Calvary Baptist Church and St. Luke’s Episcopal Church hosted a memorial service for the Rev. Dr. Martin Luther King Jr. on Sunday. Services commemorating King have taken place in various places of worship on the East End since his death in 1968. On the day of his funeral, East Hampton schools, retail businesses, and the library were closed to honor the civil rights leader, who advocated for justice and whose activism led to the Civil Rights Act of 1964, the Voting Rights Act of 1965, and the Civil Rights Act of 1968.
At Calvary Baptist Church, these memorial services began in 1980. This photograph, from The East Hampton Star’s archive and taken on Jan. 25, 1986, shows one of them. Pictured from left to right are the longtime associate minister of the church, the Rev. Dr. Connie Jones, the Rev. Carolyn Pharaoh of the historic St. David’s A.M.E. Zion Church in Sag Harbor, Audrey Gaines, who was the director of East Hampton’s youth services and a board member of the town’s Anti-Bias Task Force, Blanche Blowe, and Sharlene Hartwell, known by many for her work at Calvary Baptist and LTV, the local television station.

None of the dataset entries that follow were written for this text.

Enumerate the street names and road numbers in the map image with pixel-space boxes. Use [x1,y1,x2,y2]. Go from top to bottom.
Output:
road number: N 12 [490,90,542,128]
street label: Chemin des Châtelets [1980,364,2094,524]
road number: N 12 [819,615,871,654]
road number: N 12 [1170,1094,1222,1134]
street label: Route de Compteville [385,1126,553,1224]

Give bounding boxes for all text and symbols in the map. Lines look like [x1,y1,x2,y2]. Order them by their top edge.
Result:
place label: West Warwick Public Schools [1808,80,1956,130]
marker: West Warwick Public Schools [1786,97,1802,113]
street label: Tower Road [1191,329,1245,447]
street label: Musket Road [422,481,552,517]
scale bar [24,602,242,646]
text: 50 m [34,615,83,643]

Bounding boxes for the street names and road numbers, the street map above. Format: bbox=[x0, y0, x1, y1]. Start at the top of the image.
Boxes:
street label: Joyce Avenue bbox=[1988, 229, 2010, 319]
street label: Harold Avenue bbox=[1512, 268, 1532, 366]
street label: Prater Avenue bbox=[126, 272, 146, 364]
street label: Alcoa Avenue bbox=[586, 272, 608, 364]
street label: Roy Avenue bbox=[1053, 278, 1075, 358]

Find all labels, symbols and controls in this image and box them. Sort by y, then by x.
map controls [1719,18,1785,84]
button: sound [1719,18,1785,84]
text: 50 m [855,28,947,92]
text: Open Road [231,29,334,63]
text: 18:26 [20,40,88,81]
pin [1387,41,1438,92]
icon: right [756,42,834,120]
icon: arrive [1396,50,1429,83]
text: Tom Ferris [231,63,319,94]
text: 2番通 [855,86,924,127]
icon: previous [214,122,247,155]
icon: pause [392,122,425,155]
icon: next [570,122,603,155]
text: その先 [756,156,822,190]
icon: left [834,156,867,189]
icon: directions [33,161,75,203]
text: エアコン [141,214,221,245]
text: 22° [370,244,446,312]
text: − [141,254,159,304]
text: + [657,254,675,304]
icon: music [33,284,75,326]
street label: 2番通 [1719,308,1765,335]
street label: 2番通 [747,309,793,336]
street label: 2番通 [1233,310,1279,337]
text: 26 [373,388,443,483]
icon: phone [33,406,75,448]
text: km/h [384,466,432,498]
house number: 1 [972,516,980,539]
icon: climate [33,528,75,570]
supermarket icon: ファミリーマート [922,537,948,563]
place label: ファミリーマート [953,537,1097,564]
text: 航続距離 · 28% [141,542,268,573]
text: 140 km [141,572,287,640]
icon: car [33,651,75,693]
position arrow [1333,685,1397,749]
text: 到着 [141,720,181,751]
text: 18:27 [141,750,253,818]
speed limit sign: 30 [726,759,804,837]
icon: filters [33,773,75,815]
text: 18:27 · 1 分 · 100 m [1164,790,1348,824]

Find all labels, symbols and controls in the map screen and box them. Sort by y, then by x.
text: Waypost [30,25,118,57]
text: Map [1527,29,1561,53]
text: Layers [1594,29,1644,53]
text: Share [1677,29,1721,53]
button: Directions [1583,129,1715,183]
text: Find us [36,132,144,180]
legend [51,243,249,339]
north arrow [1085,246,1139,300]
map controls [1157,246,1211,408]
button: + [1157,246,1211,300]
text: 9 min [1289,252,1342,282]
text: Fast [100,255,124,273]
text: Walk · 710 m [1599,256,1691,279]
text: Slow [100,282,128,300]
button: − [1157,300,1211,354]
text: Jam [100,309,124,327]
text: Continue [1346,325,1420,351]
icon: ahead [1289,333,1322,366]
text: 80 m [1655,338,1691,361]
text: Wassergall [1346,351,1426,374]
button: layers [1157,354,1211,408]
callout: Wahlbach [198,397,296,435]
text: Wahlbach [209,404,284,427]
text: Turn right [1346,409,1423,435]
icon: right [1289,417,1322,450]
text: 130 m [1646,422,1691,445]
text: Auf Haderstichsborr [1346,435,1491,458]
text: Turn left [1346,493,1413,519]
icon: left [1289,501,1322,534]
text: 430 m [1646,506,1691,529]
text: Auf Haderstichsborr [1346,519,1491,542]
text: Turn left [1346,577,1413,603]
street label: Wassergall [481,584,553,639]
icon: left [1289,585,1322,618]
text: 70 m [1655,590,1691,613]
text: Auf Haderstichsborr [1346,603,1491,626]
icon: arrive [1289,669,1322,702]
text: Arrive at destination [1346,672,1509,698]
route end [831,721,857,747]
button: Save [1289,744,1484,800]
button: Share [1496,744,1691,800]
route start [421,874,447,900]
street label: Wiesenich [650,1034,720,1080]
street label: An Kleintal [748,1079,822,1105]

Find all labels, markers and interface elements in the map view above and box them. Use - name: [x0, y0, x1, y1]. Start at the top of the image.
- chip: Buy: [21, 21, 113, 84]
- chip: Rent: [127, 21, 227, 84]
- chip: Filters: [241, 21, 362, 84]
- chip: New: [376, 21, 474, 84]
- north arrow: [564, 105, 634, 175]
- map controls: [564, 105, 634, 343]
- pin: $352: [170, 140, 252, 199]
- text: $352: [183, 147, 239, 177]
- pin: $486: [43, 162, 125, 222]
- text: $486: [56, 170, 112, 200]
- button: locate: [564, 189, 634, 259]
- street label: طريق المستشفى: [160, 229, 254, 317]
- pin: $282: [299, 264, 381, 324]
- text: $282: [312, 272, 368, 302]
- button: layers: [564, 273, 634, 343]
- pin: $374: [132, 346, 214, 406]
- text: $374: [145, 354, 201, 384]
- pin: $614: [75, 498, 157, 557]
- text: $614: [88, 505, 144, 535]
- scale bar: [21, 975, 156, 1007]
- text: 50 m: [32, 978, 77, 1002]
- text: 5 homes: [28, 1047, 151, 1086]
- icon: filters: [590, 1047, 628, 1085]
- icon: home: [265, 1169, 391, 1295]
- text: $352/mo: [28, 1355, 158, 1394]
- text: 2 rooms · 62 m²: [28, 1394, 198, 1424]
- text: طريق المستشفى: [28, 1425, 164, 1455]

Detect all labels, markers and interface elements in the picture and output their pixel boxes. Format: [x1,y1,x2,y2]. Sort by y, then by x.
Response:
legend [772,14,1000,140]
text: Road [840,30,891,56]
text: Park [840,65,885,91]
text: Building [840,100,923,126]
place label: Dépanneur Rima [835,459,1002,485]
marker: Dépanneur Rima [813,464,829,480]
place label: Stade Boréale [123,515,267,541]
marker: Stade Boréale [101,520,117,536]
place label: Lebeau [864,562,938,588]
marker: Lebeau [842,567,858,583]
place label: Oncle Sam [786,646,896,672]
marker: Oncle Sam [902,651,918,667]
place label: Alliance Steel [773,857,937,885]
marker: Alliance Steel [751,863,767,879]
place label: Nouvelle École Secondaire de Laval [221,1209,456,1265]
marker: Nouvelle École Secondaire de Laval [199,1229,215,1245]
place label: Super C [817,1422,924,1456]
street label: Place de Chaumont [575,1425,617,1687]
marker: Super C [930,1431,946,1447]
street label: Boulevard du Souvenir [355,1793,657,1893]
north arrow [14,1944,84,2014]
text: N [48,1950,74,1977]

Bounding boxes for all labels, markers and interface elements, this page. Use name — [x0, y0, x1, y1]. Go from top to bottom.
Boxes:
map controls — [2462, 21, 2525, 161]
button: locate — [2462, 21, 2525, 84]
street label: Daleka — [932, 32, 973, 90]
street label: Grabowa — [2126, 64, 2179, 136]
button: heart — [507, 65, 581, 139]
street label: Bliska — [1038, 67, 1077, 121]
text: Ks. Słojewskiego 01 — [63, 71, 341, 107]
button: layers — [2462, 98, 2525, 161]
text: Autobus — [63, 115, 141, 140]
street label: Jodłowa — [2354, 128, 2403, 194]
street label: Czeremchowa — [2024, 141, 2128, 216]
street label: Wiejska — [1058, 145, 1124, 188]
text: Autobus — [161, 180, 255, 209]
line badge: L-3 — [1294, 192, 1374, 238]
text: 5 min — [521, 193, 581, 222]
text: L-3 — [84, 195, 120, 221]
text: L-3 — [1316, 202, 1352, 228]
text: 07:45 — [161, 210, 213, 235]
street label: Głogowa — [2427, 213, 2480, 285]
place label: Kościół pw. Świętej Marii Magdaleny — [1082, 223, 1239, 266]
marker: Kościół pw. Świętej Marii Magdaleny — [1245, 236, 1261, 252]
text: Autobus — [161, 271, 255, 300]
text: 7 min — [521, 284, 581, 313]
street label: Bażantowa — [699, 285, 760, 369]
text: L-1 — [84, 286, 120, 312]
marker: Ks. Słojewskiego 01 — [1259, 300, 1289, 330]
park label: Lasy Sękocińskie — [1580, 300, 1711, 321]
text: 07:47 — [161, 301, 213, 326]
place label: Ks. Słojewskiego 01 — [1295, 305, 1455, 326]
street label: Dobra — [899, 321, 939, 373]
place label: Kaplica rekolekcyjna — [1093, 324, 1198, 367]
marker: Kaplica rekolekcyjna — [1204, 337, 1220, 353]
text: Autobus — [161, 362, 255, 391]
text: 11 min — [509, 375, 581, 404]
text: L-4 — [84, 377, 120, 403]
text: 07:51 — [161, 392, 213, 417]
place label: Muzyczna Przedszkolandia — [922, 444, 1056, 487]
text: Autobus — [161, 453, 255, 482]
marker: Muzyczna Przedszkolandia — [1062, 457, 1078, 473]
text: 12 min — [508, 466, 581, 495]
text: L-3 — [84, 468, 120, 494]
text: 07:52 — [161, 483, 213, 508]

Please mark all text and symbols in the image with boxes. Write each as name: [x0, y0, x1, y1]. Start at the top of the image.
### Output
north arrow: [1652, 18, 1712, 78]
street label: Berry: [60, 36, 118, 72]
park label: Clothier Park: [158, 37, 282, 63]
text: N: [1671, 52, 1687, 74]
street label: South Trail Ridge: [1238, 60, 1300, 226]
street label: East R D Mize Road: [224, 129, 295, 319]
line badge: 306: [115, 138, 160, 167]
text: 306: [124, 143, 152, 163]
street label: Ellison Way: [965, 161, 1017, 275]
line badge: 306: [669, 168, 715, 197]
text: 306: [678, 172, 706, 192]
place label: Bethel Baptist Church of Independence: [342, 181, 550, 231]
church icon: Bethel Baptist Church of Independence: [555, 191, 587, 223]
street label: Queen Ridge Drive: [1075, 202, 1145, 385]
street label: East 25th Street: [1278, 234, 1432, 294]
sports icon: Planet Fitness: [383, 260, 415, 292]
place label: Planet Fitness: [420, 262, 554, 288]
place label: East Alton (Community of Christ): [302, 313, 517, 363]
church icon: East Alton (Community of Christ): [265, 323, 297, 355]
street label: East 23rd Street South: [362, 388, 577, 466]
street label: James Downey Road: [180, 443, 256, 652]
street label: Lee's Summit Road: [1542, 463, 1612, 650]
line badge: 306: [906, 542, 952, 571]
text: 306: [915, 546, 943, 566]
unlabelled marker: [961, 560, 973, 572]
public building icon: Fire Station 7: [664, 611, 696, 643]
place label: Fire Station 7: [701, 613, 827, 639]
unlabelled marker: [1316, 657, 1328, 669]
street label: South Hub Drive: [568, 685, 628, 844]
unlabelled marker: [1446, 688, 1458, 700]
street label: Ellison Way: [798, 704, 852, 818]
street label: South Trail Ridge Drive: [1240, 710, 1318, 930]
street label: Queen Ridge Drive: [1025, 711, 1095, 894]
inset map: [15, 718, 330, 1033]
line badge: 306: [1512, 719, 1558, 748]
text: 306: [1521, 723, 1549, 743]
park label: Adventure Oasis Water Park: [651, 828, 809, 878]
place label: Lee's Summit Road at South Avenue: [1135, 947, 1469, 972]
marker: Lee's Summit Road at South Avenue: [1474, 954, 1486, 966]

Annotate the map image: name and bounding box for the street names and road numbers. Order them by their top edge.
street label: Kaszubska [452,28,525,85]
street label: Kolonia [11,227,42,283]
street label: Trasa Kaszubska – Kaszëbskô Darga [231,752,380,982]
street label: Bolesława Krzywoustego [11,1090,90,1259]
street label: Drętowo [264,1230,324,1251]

As Calvary Baptist was a relatively new building compared to other places of worship in East Hampton, many churchgoers originally attended services at St. Matthew’s Chapel, which was built in 1852. More than a hundred years later, on Oct. 12, 1958, worshippers marched from St. Matthew’s to Calvary Baptist, a space to accommodate the growing congregation. A recording of this march can be seen at Digital Long Island.
The Calvary Baptist Church that stands today was constructed in 1968, with funds raised by the community and local clergymen, whose donations went to a “living memorial” to King.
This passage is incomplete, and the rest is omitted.